Recently, with the development of deep convolution neural network, there have been abundant CNN based methods focusing on object detection task since the emergence of typical network of Faster-RCNN [fasterrcnn], YOLO [redmon2018yolov3], SSD [SSD], RetinaNet [retina] etc. However, object detection still suffer several problems, such as the key problem of information imbalance of different feature scales. Because the convolution neural network is designed to output a single output for classification, not for multi-scale task.
Some works have tried to fix this imbalance, such as the most popular Feature Pyramid Network (FPN), which mainly fixed the problem of lacking high semantic information in shallow layers. Although feature pyramid network can supply the semantic information for shallow features, there are still feature misalignment and information lost in deeper features. Feature misalignment refers to that there are some offsets between anchors and convolution features.
In this paper, we argue that good feature extractor for detection should have two common features: i) enough shallow image information for bounding box regression, because object detection is a typical regression task. ii) enough semantic information for classification, which means the output features come from deep layers. To satisfy these features above, we introduce a novel network specific for object detection, namely, the Image Pyramid Guidance Network (IPG-Net). The IPG-Net includes two main parts: the image pyramid guidance sub-network and the feature pyramid of ResNet. As shown in Fig. 1, it shows the comparison of a standard ResNet and our IPG-Net.
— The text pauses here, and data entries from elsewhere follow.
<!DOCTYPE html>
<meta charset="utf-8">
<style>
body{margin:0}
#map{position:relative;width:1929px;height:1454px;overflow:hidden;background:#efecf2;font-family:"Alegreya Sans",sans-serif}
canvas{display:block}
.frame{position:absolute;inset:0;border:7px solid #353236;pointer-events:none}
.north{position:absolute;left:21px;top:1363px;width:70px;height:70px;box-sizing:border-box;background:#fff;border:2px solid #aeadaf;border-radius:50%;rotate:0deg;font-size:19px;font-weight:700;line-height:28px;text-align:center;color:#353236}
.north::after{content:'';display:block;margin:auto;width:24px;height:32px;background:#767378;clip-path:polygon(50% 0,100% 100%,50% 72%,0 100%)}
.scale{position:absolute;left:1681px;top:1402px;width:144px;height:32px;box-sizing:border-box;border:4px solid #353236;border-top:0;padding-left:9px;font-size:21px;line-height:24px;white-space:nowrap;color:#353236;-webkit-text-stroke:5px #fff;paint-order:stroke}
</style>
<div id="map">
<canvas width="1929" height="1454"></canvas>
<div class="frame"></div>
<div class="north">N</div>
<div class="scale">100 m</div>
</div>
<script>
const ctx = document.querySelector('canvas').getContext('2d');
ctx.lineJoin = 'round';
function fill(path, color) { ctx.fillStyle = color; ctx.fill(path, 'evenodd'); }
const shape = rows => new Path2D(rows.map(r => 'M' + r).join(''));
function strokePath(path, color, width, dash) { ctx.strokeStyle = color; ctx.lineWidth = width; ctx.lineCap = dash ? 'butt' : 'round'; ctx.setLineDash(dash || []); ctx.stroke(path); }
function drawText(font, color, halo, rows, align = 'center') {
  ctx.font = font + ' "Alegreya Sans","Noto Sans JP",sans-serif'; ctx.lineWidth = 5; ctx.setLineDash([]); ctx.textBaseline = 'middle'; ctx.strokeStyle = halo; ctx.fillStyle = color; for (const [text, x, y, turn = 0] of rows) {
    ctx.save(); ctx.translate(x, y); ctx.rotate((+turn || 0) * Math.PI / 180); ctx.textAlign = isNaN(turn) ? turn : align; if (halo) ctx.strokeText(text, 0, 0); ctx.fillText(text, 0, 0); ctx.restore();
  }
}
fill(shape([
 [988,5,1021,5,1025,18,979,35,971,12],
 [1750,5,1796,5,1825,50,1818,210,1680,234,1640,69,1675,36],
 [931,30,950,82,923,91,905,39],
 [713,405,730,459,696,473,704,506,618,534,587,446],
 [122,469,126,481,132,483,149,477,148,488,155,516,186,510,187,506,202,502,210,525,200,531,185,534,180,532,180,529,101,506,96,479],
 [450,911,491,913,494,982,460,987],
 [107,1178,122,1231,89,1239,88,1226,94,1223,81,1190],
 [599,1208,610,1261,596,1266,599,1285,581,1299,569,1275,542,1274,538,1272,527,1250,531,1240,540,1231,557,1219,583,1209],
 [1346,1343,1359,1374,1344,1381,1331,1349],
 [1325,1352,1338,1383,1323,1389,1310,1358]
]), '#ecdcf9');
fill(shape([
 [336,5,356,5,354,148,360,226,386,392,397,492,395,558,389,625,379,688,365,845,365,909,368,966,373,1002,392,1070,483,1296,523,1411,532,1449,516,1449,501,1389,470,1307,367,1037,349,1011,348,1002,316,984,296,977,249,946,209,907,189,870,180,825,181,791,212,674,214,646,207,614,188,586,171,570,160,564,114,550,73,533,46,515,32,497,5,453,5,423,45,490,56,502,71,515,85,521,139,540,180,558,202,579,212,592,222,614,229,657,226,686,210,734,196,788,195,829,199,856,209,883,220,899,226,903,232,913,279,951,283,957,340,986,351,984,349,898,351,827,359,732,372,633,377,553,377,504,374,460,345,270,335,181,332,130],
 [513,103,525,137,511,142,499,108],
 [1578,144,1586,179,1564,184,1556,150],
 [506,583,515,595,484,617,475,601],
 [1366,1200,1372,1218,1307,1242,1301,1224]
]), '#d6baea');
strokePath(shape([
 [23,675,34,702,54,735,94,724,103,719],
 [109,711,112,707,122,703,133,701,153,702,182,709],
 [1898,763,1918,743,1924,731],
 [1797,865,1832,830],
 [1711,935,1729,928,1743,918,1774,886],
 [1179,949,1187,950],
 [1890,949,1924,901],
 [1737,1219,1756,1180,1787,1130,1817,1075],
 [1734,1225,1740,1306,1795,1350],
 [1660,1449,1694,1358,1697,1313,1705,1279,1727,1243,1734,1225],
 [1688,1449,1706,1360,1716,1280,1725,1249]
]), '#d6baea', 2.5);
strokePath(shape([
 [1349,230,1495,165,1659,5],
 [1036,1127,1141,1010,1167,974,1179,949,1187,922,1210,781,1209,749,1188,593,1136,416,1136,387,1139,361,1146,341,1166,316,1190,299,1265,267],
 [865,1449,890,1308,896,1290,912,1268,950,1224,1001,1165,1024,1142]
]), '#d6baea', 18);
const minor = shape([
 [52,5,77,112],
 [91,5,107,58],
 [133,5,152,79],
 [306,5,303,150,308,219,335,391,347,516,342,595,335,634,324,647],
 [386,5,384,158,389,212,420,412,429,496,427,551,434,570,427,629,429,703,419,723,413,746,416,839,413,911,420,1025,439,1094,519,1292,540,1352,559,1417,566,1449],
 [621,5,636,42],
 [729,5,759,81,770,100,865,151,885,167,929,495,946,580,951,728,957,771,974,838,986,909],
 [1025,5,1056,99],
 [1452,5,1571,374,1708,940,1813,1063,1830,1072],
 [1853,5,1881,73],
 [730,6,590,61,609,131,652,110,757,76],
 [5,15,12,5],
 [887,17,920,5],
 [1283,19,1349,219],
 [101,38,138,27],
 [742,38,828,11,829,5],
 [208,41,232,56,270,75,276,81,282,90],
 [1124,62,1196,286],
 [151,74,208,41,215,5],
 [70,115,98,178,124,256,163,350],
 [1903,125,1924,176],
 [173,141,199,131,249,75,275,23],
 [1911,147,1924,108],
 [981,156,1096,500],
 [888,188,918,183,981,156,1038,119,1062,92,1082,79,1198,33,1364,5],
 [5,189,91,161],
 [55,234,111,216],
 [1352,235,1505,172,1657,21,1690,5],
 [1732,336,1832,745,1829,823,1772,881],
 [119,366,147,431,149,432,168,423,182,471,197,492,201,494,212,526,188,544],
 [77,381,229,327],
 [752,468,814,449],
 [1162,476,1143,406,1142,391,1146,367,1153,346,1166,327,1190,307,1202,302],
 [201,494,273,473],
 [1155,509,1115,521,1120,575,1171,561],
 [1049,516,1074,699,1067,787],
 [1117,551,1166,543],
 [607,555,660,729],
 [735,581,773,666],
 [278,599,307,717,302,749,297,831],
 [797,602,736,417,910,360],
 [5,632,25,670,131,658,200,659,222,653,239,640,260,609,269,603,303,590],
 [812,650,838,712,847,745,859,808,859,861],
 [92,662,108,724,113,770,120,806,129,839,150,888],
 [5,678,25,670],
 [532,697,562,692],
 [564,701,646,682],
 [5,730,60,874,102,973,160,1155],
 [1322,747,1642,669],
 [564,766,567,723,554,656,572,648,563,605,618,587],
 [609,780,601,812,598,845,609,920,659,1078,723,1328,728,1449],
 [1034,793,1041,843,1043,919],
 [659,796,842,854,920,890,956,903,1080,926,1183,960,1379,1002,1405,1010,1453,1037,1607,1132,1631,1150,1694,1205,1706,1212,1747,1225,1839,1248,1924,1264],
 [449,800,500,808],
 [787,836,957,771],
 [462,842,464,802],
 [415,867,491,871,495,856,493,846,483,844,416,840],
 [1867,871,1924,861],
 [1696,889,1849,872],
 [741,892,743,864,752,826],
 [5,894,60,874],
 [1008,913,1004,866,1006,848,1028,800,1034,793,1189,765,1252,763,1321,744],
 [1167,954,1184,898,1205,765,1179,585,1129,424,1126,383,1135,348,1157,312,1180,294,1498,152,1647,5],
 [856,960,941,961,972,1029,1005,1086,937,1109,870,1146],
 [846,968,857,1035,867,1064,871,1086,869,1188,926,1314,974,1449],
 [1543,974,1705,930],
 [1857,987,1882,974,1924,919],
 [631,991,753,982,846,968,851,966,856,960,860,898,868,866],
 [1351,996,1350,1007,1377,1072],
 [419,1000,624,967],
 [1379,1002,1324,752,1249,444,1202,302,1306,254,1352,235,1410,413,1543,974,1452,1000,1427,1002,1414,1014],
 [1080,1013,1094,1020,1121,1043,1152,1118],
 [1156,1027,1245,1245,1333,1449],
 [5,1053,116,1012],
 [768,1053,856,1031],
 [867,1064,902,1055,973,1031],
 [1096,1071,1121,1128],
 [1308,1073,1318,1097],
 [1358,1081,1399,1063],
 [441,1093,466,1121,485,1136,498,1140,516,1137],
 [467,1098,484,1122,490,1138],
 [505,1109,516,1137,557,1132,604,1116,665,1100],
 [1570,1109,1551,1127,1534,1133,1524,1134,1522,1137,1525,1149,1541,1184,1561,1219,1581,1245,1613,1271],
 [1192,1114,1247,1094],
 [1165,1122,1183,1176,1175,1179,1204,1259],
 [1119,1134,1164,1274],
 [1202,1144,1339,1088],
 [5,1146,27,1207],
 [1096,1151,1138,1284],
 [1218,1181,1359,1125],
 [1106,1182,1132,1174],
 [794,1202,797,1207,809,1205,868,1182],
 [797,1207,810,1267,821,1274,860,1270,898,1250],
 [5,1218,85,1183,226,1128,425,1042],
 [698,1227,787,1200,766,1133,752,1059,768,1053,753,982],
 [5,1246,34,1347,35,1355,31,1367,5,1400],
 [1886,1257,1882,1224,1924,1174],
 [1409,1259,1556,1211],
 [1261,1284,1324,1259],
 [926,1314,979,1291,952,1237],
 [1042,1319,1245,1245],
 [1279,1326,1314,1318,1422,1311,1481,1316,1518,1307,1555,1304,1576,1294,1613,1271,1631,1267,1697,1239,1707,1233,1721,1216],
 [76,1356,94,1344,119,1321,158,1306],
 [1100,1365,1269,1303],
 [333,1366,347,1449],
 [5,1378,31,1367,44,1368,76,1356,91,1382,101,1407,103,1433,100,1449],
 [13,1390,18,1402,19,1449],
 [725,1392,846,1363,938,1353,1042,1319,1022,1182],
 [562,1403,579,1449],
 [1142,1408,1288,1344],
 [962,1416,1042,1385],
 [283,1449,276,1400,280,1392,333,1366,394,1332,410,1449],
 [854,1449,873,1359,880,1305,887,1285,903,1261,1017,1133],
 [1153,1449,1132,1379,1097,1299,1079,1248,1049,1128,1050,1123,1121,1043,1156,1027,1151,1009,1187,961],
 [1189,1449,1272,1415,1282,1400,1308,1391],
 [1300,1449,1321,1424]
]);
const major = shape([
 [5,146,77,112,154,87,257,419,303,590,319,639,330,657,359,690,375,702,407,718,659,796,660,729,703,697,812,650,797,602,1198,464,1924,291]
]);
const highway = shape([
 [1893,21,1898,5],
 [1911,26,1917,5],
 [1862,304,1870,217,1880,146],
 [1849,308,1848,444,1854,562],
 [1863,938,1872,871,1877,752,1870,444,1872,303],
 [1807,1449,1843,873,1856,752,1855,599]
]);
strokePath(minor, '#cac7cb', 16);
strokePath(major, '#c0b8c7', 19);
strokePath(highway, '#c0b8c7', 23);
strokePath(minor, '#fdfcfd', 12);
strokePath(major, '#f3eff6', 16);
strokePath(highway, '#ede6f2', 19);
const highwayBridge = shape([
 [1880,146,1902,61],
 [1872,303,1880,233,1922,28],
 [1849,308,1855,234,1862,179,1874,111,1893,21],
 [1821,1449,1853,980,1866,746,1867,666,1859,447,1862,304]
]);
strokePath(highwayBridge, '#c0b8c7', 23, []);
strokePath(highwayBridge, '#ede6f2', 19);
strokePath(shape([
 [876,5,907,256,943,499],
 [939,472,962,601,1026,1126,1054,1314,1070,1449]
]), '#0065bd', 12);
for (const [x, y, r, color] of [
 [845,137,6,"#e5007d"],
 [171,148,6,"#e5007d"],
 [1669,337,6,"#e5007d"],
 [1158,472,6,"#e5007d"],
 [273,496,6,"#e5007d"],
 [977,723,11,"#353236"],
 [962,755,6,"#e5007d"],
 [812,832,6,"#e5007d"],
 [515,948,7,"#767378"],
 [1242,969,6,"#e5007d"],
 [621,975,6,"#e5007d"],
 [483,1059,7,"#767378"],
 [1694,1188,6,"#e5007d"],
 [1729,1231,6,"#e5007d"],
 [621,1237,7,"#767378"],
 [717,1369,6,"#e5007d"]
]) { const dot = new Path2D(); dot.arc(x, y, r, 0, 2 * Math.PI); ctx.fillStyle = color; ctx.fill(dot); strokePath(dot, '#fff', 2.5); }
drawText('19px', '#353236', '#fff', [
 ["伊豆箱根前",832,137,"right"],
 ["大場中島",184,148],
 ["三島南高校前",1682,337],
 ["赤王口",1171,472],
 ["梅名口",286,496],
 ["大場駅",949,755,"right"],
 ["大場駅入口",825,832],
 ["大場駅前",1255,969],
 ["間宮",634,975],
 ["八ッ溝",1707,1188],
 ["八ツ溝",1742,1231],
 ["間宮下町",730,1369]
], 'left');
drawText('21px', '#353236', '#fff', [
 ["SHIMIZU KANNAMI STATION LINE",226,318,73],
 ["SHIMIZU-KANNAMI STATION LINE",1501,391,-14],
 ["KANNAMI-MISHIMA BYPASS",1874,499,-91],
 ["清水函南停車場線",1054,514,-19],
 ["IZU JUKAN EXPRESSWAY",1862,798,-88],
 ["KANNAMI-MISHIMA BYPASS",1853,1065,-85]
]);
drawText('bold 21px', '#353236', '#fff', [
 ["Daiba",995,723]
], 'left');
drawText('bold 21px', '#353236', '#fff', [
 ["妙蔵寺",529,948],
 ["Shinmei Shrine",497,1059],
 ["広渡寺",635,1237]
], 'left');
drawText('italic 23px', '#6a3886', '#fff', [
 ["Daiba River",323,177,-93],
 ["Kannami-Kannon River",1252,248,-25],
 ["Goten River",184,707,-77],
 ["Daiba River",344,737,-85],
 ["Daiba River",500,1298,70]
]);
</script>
The IPG-Net is designed for extracting better features by fixing the information imbalance problem better.
The deep convolution network will cause the loss of the location or spatial information as the layer becomes deeper. This property maybe not a problem for classification task, while bounding box regression is important for detection task. But, the loss of such spatial information results in the features misalignment in object detection. Here, feature alignment means there are some offsets between anchors and convolution features. Besides the lost of spatial information, small objects will easy to be lost in the deeper convolution layers. We argue that all these problems for object detect are due to the limit of the existed convolution network structure and can’t be fixed by just simply modifying typical networks.
Here, we introduce the image pyramid to supply more spatial information into each stage of the feature pyramid of the backbone network. Then the above mentioned problems can be reduced in this way. For each stage of the backbone network, we compute the image pyramid feature of the corresponding level in image pyramid. The image pyramid feature is obtained from a shallow sub-network, e.g. image pyramid guidance sub-network, which has more abundant spatial information especially for small objects. Then we design a fusion module to fuse the new image pyramid feature into the backbone network.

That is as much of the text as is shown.